MMDet to TensorRT

This project aims to convert the mmdetection model to TensorRT model end2end. Focus on object detection for now. Mask support is experiment.

support:

fp16
int8(experiment)
batched input
dynamic input shape
combination of different modules
deepstream support

Any advices, bug reports and stars are welcome.

License

This project is released under the Apache 2.0 license.

Requirement

install mmdetection:

# mim is so cool!
pip install openmim
mim install mmdet==2.14.0

install torch2trt_dynamic:

git clone https://github.com/grimoire/torch2trt_dynamic.git torch2trt_dynamic
cd torch2trt_dynamic
python setup.py develop

install amirstan_plugin:

Install tensorrt: TensorRT

clone repo and build plugin

git clone --depth=1 https://github.com/grimoire/amirstan_plugin.git
cd amirstan_plugin
git submodule update --init --progress --depth=1
mkdir build
cd build
cmake -DTENSORRT_DIR=${TENSORRT_DIR} ..
make -j10

DON'T FORGET setting the envoirment variable(in ~/.bashrc):

export AMIRSTAN_LIBRARY_PATH=${amirstan_plugin_root}/build/lib

Installation

Host

git clone https://github.com/grimoire/mmdetection-to-tensorrt.git
cd mmdetection-to-tensorrt
python setup.py develop

Docker

Build docker image

# cuda11.1 TensorRT7.2.2 pytorch1.8 cuda11.1
sudo docker build -t mmdet2trt_docker:v1.0 docker/

You can also specify CUDA, Pytorch and Torchvision versions with docker build args by:

# cuda11.1 tensorrt7.2.2 pytorch1.6 cuda10.2
sudo docker build -t mmdet2trt_docker:v1.0 --build-arg TORCH_VERSION=1.6.0 --build-arg TORCHVISION_VERSION=0.7.0 --build-arg CUDA=10.2 --docker/

Run (will show the help for the CLI entrypoint)

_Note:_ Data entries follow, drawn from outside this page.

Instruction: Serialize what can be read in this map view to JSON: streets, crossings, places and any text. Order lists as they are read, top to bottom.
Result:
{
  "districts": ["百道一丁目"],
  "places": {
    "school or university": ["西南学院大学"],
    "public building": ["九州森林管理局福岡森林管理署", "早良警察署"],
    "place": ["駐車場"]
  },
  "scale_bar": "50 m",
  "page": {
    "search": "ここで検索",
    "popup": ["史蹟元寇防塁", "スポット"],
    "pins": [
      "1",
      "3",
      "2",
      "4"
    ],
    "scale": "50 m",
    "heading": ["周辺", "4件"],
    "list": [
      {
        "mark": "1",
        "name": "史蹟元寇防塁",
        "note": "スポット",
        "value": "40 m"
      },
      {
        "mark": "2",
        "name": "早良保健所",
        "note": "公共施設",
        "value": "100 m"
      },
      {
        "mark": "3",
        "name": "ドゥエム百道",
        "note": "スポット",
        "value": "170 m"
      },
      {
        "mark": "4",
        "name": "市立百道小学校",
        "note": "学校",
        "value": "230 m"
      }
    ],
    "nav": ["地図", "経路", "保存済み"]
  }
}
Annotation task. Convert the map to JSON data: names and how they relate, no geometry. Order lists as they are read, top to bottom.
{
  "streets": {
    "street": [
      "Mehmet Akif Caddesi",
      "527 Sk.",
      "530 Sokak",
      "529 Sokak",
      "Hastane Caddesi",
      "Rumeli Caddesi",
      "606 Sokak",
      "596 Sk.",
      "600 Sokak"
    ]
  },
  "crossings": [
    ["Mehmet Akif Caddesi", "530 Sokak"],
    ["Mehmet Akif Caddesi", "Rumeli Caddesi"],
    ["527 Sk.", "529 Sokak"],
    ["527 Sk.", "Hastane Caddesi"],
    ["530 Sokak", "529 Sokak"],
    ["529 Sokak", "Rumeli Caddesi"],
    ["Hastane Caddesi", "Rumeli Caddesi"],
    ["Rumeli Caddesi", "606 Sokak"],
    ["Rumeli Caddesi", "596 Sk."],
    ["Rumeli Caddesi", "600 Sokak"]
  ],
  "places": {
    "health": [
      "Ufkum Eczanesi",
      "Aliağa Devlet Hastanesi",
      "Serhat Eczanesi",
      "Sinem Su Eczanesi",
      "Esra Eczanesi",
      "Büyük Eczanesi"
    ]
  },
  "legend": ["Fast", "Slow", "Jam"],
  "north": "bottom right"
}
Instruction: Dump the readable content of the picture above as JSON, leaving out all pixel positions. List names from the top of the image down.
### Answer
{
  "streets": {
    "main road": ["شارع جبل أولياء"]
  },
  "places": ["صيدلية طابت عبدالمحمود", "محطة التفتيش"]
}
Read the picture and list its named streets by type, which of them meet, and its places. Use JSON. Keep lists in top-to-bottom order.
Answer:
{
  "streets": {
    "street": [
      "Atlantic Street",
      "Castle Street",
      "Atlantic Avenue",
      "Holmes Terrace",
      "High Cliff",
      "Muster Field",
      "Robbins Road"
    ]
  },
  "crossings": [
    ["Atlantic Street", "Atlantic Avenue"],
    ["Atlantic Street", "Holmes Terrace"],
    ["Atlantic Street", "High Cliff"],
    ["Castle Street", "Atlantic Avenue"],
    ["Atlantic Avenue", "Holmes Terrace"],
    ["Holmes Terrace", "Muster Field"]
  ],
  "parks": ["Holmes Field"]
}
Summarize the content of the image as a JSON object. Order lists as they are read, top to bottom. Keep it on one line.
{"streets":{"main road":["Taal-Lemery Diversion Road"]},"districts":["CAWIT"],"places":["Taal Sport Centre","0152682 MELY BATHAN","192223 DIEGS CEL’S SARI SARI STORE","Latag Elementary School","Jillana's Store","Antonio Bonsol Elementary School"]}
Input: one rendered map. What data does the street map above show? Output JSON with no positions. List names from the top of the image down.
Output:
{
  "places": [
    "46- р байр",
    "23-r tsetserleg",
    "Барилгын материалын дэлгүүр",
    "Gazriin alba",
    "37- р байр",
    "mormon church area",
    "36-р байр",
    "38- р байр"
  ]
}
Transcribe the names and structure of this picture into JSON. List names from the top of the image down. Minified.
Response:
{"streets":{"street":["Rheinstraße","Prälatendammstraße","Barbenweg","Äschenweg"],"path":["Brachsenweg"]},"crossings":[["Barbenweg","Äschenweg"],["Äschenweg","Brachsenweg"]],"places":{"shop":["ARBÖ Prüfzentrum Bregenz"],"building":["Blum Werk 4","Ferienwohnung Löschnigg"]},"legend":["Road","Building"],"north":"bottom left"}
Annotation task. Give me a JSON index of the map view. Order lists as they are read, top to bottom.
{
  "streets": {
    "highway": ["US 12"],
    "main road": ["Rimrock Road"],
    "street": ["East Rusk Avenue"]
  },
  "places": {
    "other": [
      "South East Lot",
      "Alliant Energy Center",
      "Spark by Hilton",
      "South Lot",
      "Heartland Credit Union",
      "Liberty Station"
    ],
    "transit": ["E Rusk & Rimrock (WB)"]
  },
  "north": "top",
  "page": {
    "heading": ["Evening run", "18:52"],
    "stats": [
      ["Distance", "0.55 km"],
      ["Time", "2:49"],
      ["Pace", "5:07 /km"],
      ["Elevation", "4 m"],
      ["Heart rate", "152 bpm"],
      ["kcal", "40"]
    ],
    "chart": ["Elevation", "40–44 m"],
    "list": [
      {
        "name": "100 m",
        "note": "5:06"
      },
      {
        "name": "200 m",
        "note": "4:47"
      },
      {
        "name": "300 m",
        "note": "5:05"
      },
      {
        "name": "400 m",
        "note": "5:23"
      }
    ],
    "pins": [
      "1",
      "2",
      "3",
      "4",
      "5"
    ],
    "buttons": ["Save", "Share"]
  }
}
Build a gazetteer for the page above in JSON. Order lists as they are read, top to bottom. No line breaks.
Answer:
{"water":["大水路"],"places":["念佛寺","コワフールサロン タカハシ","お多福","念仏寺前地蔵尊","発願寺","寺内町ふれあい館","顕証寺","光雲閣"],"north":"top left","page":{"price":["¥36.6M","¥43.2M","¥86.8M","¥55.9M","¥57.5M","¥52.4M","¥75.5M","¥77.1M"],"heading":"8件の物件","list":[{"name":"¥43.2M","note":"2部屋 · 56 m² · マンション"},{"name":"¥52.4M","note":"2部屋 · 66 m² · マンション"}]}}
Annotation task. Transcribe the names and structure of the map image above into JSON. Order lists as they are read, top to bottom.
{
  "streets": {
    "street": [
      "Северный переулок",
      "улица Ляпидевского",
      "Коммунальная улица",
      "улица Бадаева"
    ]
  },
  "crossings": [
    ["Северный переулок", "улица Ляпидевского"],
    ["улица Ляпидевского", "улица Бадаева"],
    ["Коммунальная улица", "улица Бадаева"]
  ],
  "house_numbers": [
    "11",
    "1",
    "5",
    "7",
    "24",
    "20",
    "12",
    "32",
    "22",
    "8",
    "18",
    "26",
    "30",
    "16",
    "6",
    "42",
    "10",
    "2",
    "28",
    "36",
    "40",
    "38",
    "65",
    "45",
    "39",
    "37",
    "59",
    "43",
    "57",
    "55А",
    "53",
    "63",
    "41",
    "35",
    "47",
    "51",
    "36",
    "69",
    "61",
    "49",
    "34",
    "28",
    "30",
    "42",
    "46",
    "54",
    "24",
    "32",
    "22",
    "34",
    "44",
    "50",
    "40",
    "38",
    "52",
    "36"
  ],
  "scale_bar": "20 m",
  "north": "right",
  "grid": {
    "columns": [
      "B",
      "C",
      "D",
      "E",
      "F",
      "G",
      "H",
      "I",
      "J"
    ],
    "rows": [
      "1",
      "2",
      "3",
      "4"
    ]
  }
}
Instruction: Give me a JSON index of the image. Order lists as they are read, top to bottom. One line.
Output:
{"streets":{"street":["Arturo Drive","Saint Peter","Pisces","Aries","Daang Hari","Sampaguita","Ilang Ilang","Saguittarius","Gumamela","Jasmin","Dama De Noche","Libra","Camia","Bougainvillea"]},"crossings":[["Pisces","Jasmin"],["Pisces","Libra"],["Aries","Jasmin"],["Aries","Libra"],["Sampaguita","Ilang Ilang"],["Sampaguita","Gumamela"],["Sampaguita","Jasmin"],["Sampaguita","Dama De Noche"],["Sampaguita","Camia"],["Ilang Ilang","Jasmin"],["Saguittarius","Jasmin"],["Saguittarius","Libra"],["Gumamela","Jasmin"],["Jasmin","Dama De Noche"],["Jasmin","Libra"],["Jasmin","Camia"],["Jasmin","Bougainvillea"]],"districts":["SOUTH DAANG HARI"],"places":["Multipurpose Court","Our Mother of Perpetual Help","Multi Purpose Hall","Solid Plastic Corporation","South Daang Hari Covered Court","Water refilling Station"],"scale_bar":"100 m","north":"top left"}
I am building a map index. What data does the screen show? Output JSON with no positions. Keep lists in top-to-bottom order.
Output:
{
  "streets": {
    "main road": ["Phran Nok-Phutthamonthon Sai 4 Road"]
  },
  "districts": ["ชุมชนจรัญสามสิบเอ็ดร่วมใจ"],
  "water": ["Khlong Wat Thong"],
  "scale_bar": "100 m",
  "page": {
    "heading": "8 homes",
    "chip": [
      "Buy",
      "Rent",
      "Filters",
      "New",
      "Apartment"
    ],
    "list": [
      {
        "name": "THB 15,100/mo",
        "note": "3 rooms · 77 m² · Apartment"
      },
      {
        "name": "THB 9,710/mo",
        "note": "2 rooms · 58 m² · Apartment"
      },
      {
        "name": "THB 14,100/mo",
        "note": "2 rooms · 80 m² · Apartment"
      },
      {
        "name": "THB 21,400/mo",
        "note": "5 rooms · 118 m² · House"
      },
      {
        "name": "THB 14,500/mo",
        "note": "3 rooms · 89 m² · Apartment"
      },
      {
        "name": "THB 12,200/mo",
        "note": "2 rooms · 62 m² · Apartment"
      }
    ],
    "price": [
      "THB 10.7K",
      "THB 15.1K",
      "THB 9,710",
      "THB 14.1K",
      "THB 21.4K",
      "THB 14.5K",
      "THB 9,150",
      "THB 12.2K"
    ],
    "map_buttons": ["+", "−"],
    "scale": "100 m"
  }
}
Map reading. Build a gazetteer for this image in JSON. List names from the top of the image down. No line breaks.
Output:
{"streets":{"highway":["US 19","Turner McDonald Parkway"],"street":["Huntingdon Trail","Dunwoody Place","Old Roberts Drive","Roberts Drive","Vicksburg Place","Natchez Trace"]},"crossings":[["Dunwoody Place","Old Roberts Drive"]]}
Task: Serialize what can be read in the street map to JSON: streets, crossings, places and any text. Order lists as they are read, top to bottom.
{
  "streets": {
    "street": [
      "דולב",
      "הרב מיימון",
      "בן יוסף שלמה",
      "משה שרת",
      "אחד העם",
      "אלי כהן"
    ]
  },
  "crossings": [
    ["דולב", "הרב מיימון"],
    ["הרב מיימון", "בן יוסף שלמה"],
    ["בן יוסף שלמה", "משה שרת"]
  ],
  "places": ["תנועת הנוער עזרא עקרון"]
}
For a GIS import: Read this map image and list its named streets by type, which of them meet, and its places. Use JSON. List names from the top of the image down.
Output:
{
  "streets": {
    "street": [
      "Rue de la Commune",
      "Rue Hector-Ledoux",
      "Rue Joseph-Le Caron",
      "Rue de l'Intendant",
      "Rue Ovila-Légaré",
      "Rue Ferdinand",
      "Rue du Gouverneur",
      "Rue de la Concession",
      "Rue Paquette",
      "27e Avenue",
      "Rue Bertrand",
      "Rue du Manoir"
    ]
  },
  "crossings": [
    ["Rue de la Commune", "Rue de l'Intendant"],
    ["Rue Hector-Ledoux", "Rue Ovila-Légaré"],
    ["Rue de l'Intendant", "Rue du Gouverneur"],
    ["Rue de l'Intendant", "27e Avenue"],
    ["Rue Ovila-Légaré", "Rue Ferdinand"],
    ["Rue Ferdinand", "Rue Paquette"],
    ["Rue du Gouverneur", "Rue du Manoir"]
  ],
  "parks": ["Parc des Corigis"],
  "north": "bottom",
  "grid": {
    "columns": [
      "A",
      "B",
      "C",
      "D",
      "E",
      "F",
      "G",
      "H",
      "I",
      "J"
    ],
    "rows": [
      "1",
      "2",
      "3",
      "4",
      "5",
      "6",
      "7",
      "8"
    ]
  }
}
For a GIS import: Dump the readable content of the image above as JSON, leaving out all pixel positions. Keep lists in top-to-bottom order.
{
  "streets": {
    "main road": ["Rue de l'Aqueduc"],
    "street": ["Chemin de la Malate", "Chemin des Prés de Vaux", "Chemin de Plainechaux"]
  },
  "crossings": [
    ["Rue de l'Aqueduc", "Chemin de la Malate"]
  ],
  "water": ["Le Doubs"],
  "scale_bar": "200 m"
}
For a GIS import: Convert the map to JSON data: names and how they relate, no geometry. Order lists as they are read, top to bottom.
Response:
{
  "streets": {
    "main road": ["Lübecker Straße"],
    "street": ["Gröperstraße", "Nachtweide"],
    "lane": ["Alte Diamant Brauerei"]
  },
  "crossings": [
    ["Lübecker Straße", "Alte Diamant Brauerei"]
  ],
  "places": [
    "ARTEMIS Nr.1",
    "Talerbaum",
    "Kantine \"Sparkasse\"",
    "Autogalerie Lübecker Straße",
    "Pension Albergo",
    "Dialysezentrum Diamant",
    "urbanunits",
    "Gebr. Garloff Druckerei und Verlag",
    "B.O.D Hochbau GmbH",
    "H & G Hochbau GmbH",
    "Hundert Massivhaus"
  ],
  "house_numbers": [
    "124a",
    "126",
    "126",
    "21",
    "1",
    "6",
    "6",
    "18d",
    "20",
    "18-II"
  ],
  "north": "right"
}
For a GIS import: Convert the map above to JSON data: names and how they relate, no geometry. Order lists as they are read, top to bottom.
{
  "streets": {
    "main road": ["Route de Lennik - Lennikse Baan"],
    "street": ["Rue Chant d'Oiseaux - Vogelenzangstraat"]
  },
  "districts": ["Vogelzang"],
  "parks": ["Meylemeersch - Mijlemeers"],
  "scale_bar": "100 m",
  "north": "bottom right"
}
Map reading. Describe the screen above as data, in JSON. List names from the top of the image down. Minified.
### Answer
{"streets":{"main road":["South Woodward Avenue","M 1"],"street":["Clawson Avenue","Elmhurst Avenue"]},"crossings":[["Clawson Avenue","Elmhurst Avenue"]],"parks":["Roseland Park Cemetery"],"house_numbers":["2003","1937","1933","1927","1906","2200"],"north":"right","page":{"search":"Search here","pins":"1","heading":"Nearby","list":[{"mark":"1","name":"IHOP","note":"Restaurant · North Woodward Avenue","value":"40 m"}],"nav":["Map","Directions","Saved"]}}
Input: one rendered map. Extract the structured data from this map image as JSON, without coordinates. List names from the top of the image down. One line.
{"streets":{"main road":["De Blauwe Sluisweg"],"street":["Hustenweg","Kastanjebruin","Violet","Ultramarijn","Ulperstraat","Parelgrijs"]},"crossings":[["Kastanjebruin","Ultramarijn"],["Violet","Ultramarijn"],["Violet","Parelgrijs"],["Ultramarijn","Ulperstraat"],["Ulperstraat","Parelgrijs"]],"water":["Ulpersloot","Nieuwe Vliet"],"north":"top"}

sudo docker run --gpus all -it --rm -v ${your_data_path}:${bind_path} mmdet2trt_docker:v1.0

Or if you want to open a terminal inside de container:

sudo docker run --gpus all -it --rm -v ${your_data_path}:${bind_path} --entrypoint bash mmdet2trt_docker:v1.0

Example conversion:

sudo docker run --gpus all -it --rm -v ${your_data_path}:${bind_path} mmdet2trt_docker:v1.0 ${bind_path}/config.py ${bind_path}/checkpoint.pth ${bind_path}/output.trt

Usage

how to create a TensorRT model from mmdet model (converting might take few minutes)(Might have some warning when converting.) detail can be found in getting_started.md

CLI

mmdet2trt ${CONFIG_PATH} ${CHECKPOINT_PATH} ${OUTPUT_PATH}

Run mmdet2trt -h for help on optional arguments.

Python

opt_shape_param=[
    [
        [1,3,320,320],      # min shape
        [1,3,800,1344],     # optimize shape
        [1,3,1344,1344],    # max shape
    ]
]
max_workspace_size=1<<30    # some module and tactic need large workspace.
trt_model = mmdet2trt(cfg_path, weight_path, opt_shape_param=opt_shape_param, fp16_mode=True, max_workspace_size=max_workspace_size)

# save converted model
torch.save(trt_model.state_dict(), save_model_path)

# save engine if you want to use it in c++ api
with open(save_engine_path, mode='wb') as f:
    f.write(trt_model.state_dict()['engine'])

Note:

The input of the engine is the tensor after preprocess.
The output of the engine is num_dets, bboxes, scores, class_ids. if you enable the enable_mask flag, there will be another output mask.
The bboxes output of the engine did not divided by scale factor.

how to use the converted model

from mmdet.apis import inference_detector
from mmdet2trt.apis import create_wrap_detector

# create wrap detector
trt_detector = create_wrap_detector(trt_model, cfg_path, device_id)

# result share same format as mmdetection
result = inference_detector(trt_detector, image_path)

# visualize
trt_detector.show_result(
    image_path,
    result,
    score_thr=score_thr,
    win_name='mmdet2trt',
    show=True)

Try demo in demo/inference.py, or demo/cpp if you want to do inference with c++ api.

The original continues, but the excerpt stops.